Dear SafeMama: Etiquette and Countertops

By Kristie Turck •  Published 07/30/08 •  5 min read

Q: This is more of an etiquette question… what is the best way you have found to ask family and friends not to buy evil Fisher Price toys or chemical laden bath products for your kiddos? I certainly want to be polite, but I don’t want their gift selection for birthdays and Christmas to go unused if it doesn’t pass muster. Maybe I should keep my trap shut and just say, “thank you,” like my mom taught me. 🙂

In this day and age, it’s nice to see people who still hold regard for proper etiquette. That said, this is one of those fine line questions. Because you’re taught to accept a gift and say thank you. But in this instance, you’re trying to avoid filling up landfills and poisoning your child with toxic chemicals. I flat out told my mother that we were boycotting Fisher Price. But when it’s your mom, you can say things like that and not sound like a selfish brat. So you could do this a couple of ways:

  1. For people who want to just buy something despite your wishes to your feelings, you can ask for donations to your favorite charity in lieu of gifts. Kids don’t need toys. We have far too many, and my son prefers to empty out the kitchen cabinets for entertainment.
  2. For people who you’re comfortable with telling exactly what your child “likes”, Amazon has lots of options and of course the great wish list feature. You can put items on there to fit every budget and not sound like a greedy gift monger. After all, it’s not really all about the gifts, but some people want to buy presents. I love buying presents, but my feeling is, that I’d rather see it get used, than have the person toss it aside.

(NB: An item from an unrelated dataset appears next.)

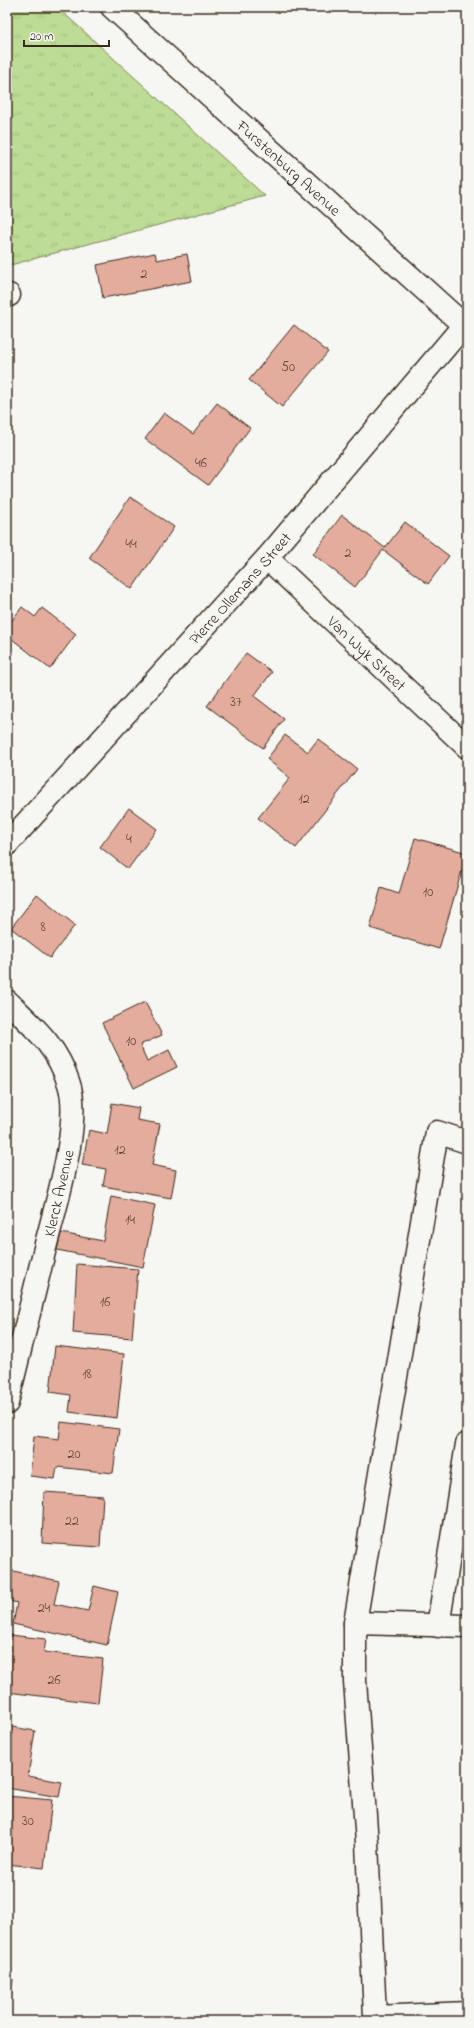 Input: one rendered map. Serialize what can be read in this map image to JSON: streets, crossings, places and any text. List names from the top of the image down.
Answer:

There are ways to tactfully explain to people in casual non gift related conversation your views on toxic plastic toys. But there will always be people that are going to buy something that is not only probably noisy (grandparents revenge), but also created a lot more pollution to make. And in that case, you can save it, and give to Goodwill or Toys For Tots at Christmas and teach your children a valuable lesson in giving to others in need. Everyone wins.

Q: I’m in the process of remodelling my kitchen, which includes countertops. Well, I have just found out that granite countertops are linked to RADON…now, I need to find something safe for our family. Is there a safe/green kitchen countertop out there? Please help!!!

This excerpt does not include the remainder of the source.